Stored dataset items
--- START ---

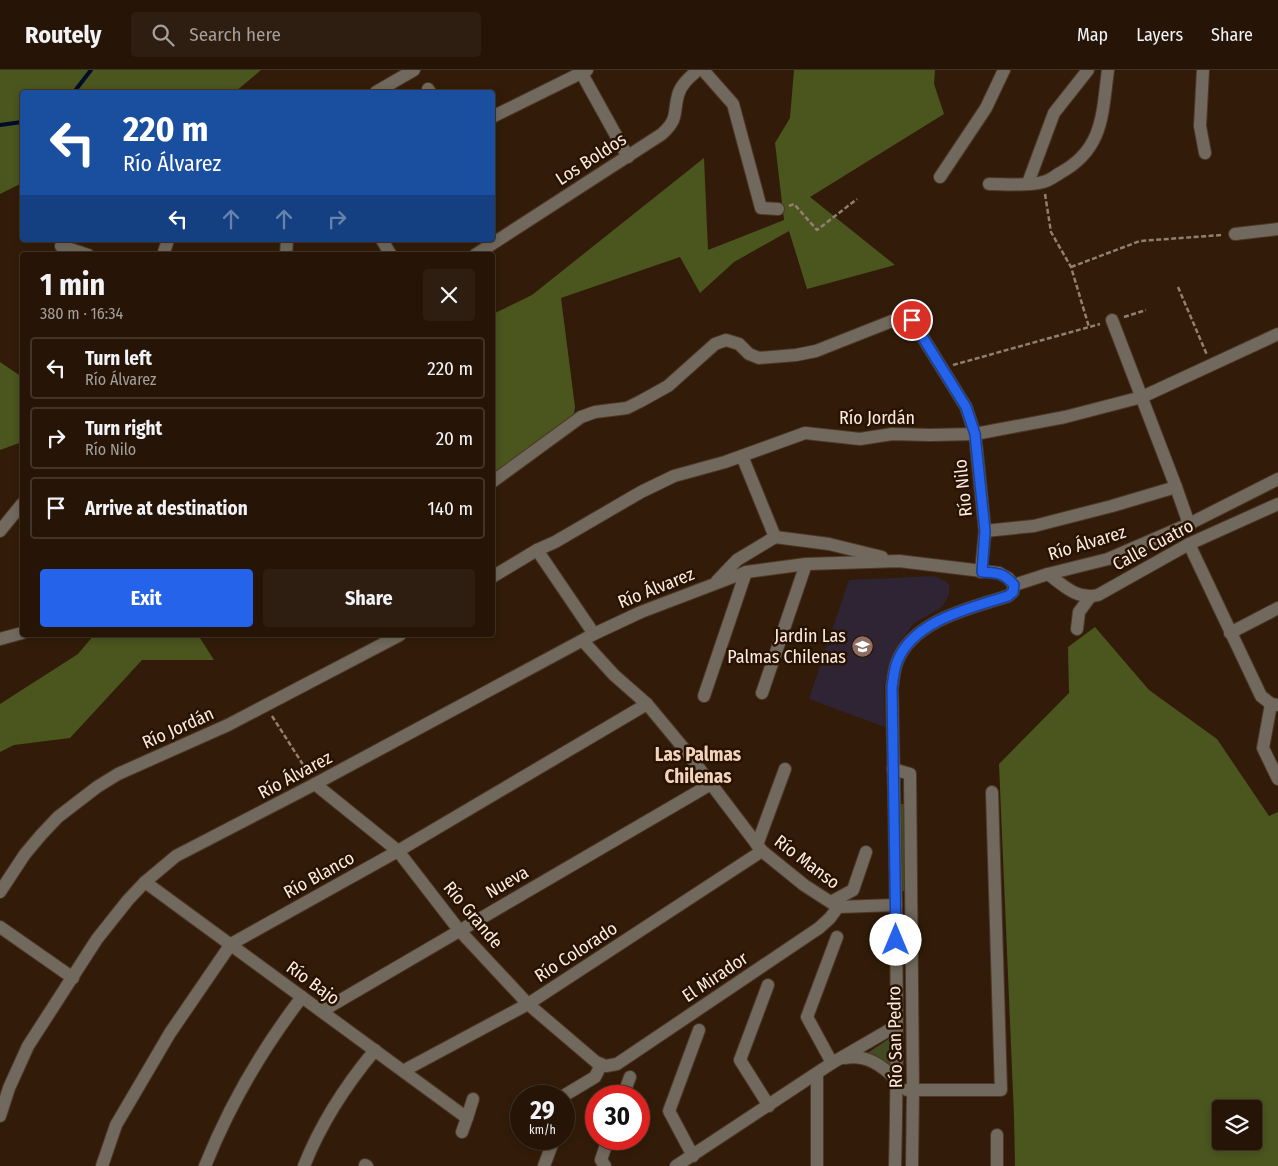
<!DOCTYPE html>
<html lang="en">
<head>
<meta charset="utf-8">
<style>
	:root { --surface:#261507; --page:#2e1e11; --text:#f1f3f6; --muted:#a49f9b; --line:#423428; --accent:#2563eb }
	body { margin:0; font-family:"Fira Sans Condensed",sans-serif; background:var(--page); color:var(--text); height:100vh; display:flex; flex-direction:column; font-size:19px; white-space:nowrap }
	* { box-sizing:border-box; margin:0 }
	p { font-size:16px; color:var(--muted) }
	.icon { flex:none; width:28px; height:28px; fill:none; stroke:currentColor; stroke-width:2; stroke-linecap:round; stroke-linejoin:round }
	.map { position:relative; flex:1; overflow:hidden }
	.sheet { position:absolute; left:20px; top:182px; width:475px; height:385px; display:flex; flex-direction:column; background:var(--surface); border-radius:5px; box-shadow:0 2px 8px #0003,0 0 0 1px var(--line) }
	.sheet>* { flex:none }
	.guide { position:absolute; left:20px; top:20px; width:475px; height:152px; border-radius:5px; box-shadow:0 2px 8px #0003,0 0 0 1px var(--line); background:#1a4fa0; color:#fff; overflow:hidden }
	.tools { position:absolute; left:1212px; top:1030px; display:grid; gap:10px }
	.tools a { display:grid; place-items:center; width:50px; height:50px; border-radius:5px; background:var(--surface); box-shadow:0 2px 8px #0003,0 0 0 1px var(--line); font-size:25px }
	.speed { position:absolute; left:510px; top:1015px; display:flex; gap:10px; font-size:25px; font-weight:700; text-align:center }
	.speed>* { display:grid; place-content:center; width:65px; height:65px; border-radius:50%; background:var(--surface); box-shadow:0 2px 8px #0003,0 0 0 1px var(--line); line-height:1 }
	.speed small { font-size:12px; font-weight:400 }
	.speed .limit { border:8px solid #d22; background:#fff; color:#111 }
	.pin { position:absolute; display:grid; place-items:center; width:42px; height:42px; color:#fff; margin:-21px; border:2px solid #fff; border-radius:50%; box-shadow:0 1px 5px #0007 }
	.me { position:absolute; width:55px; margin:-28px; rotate:0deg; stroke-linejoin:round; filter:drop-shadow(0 0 4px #0008) }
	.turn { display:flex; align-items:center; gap:18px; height:105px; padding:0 20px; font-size:22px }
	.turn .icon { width:65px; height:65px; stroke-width:2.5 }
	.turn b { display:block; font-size:35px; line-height:42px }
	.lanes { display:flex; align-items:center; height:48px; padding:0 20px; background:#0003; justify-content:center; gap:25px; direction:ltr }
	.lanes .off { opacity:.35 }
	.round { display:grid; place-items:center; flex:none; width:52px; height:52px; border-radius:5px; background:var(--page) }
	.headline { display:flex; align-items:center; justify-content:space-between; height:85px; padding:0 20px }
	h1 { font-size:30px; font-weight:700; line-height:38px }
	.button { display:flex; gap:10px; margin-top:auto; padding:10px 20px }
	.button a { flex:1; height:58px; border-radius:5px; background:var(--accent); color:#fff; font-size:20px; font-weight:700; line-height:58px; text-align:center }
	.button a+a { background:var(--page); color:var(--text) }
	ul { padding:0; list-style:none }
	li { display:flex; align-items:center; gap:15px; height:62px; margin:0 10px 8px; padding:0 10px; border:2px solid var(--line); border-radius:5px }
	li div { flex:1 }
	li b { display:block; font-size:19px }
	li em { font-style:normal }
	header { display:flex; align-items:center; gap:30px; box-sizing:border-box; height:70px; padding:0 25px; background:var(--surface); border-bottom:1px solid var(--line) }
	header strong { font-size:24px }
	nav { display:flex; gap:28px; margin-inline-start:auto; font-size:18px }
	.search { width:350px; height:45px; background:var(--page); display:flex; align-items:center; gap:12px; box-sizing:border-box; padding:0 18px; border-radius:5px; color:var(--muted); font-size:19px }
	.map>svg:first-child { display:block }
	.education { fill:#2f2433 }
	.green { fill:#434b23 }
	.forest { fill:#4b551e; fill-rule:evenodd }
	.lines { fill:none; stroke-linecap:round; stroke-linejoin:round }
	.stream { stroke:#000d28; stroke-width:4 }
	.minor-casing { stroke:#4e3927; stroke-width:14 }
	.path { stroke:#927f6f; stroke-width:2.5; stroke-dasharray:5 2.5; stroke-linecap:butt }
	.minor { stroke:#71695d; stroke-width:12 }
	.route-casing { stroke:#184099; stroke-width:12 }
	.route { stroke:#2563eb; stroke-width:9 }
	.labels { text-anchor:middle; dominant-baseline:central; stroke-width:5; stroke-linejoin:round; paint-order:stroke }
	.street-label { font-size:18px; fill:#fbebe0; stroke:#281202 }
	.poi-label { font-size:18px; fill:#fbebe0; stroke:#281202; text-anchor:end }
	.neighbourhood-label { font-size:19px; font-weight:bold; fill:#f2d4bd; stroke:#281202 }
</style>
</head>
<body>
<header>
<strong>Routely</strong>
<div class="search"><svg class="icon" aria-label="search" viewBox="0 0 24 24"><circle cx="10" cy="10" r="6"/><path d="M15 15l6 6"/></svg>Search here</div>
<nav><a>Map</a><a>Layers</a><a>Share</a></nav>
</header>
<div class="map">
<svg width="1278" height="1096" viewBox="0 0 1278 1096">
	<rect width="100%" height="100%" fill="#321c09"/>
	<!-- education -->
	<path class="education" d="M934,506L947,512L949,516V525L942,537L913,554L893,583L884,616L885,657L809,629L849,510Z"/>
	<!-- green -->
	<g class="green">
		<path d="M900,734H904L905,821H902Z"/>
		<path d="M890,968V995L866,984Z"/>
	</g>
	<!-- forest -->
	<g class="forest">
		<path d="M0,0H261L235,22H22V113L0,124Z"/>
		<path d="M794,0H935L934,14L944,44L810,127L895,195L807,219L789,161L734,192L700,223L680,187L561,228L575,337L573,350L497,403L493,399V244L532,225L704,88L708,180L784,150L775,73L790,48Z"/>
		<path d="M0,292L22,307V372L0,380Z"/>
		<path d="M1095,557L1149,620L1217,669L1269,746L1278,742V1096H1015L1014,1046L999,694L1069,623L1068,577ZM1221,1039H1254V1071H1221Z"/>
		<path d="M94,565H198L214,590H142L70,668L14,675L0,682V634L78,584Z"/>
	</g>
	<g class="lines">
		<!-- stream -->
		<g class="stream">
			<path d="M74,22L91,0"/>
			<path d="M0,55L22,52"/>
		</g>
		<defs>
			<g id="minor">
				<path d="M703,0L733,34L761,138L778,139"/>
				<path d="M1203,0L1200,56L1205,83"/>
				<path d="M582,4L628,87"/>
				<path d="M428,19L430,22"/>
				<path d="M376,22L414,0"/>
				<path d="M492,47L587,0"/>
				<path d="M940,107L986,38L1004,0"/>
				<path d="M1028,113L1054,43L1088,0"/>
				<path d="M989,114C1004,114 1030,116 1043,112C1049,111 1055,106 1060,103C1104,79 1102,44 1108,0"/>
				<path d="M1235,164L1278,159"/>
				<path d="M382,170L391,185"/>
				<path d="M61,176L88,185"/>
				<path d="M163,185L168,170"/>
				<path d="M286,185L287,170"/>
				<path d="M475,185L662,64C679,48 673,44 678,25C681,14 690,7 698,0"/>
				<path d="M1112,250L1176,417L1189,454"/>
				<path d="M742,386L775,467"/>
				<path d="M492,412L581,347L595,342L627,338L641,331L668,316L715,274L726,270L739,274L749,284L759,288L796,285L816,281L897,249L912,250L966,337L975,364L985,461L981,502"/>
				<path d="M0,461L22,434"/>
				<path d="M985,461L1034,456L1112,436L1176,417"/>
				<path d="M1189,474L1261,626L1271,634L1278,635"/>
				<path d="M537,480L594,564"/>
				<path d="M1048,504C1064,516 1077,530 1098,525L1189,474L1278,434"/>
				<path d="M492,507L537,480L555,472L641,422L674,406L725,392L805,363L860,369L892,364L930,365L975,364L1065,347L1142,327L1278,264"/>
				<path d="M717,511L737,490L775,467L829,474L882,487"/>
				<path d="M1014,515L1048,504L1108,489L1189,454L1278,409"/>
				<path d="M1077,559L1079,542L1090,527"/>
				<path d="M1230,563L1278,538"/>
				<path d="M0,569L22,563"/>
				<path d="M583,571L614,605L647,634L686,681L762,781L804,815L838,837L896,835"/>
				<path d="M762,623L806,494"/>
				<path d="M704,626L746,502"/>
				<path d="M1271,634L1263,678L1278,709"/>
				<path d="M893,699L910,704L913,1020L912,1096"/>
				<path d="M315,714L398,781L459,860L528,934L596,992L606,996L617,994L819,858L830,848L838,837"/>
				<path d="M757,775L785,699"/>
				<path d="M145,812L467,1048L462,1062"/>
				<path d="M0,822L25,784L41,765L58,747L97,717L118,704L228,655L400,565"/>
				<path d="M831,832L853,820L866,782"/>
				<path d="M0,857L73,908"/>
				<path d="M768,915L740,990L769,1036"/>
				<path d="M322,941L711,714"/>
				<path d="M844,988C867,984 881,995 897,1010"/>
				<path d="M832,993L807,947L837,867"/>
				<path d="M403,1001L528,934L762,781"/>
				<path d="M907,1020H1001L992,722"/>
				<path d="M565,1025L595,1007L601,995"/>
				<path d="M623,1026L630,1007"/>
				<path d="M0,1046L9,1018L28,976L97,869L128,830L145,812L176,786L315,714L594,564L641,542L746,502L806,494L899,491L999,503L1008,508L1014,515"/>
				<path d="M467,1048L473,1029"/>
				<path d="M997,1065V1096"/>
				<path d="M693,1086L669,1041L699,960"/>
				<path d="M102,1096L116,1055L170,963L231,874L398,781L647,634"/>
				<path d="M205,1096C230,1034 262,979 302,927"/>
				<path d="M304,1096C321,1053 345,1016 375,980"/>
				<path d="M365,1096V1095L367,1096"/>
				<path d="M544,1096L554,1069"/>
				<path d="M605,1096L601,1090L608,1069"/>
				<path d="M676,1096L832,993L896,956"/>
				<path d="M817,1096V1004"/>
				<path d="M895,1096C899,937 895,778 892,618C893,610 894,600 897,592C913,550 971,538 1008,526L1013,522L1014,515"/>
			</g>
		</defs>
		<!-- minor casing -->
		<use href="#minor" class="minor-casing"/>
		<!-- path -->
		<g class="path">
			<path d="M1045,124L1051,162L1071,197L1089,257"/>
			<path d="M789,136L794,134L817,160L857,129"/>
			<path d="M1071,197L1140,171L1222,165"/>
			<path d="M1178,217L1207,285"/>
			<path d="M1124,247L1146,240"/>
			<path d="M953,295L1100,254"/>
			<path d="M272,646L309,704"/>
		</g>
		<!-- minor -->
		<use href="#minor" class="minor"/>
	</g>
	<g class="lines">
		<defs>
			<path id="route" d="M896,870L892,618C893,610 894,600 897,592C913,550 971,538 1008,526L1013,522L1014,515C1003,502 997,503 982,502L985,461L975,364L966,337L912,250"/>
		</defs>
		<!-- route casing -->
		<use href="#route" class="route-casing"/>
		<!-- route -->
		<use href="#route" class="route"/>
	</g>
	<!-- icons -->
	<defs>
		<symbol id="school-disc" viewBox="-11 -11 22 22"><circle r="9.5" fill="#8d6e63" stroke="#281202"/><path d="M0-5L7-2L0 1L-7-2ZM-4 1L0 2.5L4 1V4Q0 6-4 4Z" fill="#fff"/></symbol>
	</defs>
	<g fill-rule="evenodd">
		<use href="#school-disc" x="850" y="564" width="25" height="25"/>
	</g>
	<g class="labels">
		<!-- street labels -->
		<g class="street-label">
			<text transform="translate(591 89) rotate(-33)">Los Boldos</text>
			<text x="877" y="348">Río Jordán</text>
			<text transform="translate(963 418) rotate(-96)">Río Nilo</text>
			<text transform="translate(1087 473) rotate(-17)">Río Álvarez</text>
			<text transform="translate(1153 475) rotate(-28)">Calle Cuatro</text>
			<text transform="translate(656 518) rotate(-22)">Río Álvarez</text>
			<text transform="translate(178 658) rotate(-24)">Río Jordán</text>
			<text transform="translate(295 705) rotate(-28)">Río Álvarez</text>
			<text transform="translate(807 792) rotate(37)">Río Manso</text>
			<text transform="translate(319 805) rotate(-29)">Río Blanco</text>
			<text transform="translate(507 812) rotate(-30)">Nueva</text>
			<text transform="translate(473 845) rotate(50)">Río Grande</text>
			<text transform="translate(576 882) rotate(-33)">Río Colorado</text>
			<text transform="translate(715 907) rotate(-34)">El Mirador</text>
			<text transform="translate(313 913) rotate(36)">Río Bajo</text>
			<text transform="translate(895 967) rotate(-91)">Río San Pedro</text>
		</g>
		<!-- poi labels -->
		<g class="poi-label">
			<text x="846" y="566">Jardin Las<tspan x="846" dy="21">Palmas Chilenas</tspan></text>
		</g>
		<!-- neighbourhood labels -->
		<g class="neighbourhood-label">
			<text x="698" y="684">Las Palmas<tspan x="698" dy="22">Chilenas</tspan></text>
		</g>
	</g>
</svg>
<div class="tools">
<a><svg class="icon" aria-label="layers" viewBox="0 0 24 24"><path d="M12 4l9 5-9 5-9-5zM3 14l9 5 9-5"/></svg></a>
</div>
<div class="speed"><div>29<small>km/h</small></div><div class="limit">30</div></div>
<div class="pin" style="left:912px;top:250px;background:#d93025"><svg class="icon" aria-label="arrive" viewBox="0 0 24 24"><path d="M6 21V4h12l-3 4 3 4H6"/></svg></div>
<svg class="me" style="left:896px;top:870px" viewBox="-20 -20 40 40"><circle r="19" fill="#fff"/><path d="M0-13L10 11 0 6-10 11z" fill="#2563eb"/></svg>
<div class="guide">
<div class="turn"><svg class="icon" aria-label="left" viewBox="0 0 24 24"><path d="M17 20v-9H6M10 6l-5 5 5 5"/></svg><div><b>220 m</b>Río Álvarez</div></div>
<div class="lanes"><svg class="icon" aria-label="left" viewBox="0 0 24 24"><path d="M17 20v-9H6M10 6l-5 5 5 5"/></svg><svg class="icon off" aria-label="ahead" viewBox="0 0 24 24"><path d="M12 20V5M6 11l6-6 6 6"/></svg><svg class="icon off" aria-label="ahead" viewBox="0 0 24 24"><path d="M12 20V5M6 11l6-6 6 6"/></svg><svg class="icon off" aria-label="right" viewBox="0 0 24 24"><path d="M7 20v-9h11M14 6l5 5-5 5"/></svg></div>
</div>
<section class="sheet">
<div class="headline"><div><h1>1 min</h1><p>380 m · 16:34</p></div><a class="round"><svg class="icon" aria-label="close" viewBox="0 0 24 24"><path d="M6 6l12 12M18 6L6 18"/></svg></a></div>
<ul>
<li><svg class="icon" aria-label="left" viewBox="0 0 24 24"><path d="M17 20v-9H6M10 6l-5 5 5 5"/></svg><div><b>Turn left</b><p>Río Álvarez</p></div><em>220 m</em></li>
<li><svg class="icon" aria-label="right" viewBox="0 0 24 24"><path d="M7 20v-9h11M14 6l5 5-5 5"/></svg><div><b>Turn right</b><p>Río Nilo</p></div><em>20 m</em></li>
<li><svg class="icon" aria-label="arrive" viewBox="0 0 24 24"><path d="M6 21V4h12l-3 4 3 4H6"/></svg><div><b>Arrive at destination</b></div><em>140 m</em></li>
</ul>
<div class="button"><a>Exit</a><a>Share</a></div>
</section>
</div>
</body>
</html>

--- END ---

### Problem description
Restate word for word only the lines above from the line containing "position:absolute; display:grid; place-items:center;" to the line containing "position:absolute; width:55px; margin:-28px;", both of them included.

### Answer box
	.pin { position:absolute; display:grid; place-items:center; width:42px; height:42px; color:#fff; margin:-21px; border:2px solid #fff; border-radius:50%; box-shadow:0 1px 5px #0007 }
	.me { position:absolute; width:55px; margin:-28px; rotate:0deg; stroke-linejoin:round; filter:drop-shadow(0 0 4px #0008) }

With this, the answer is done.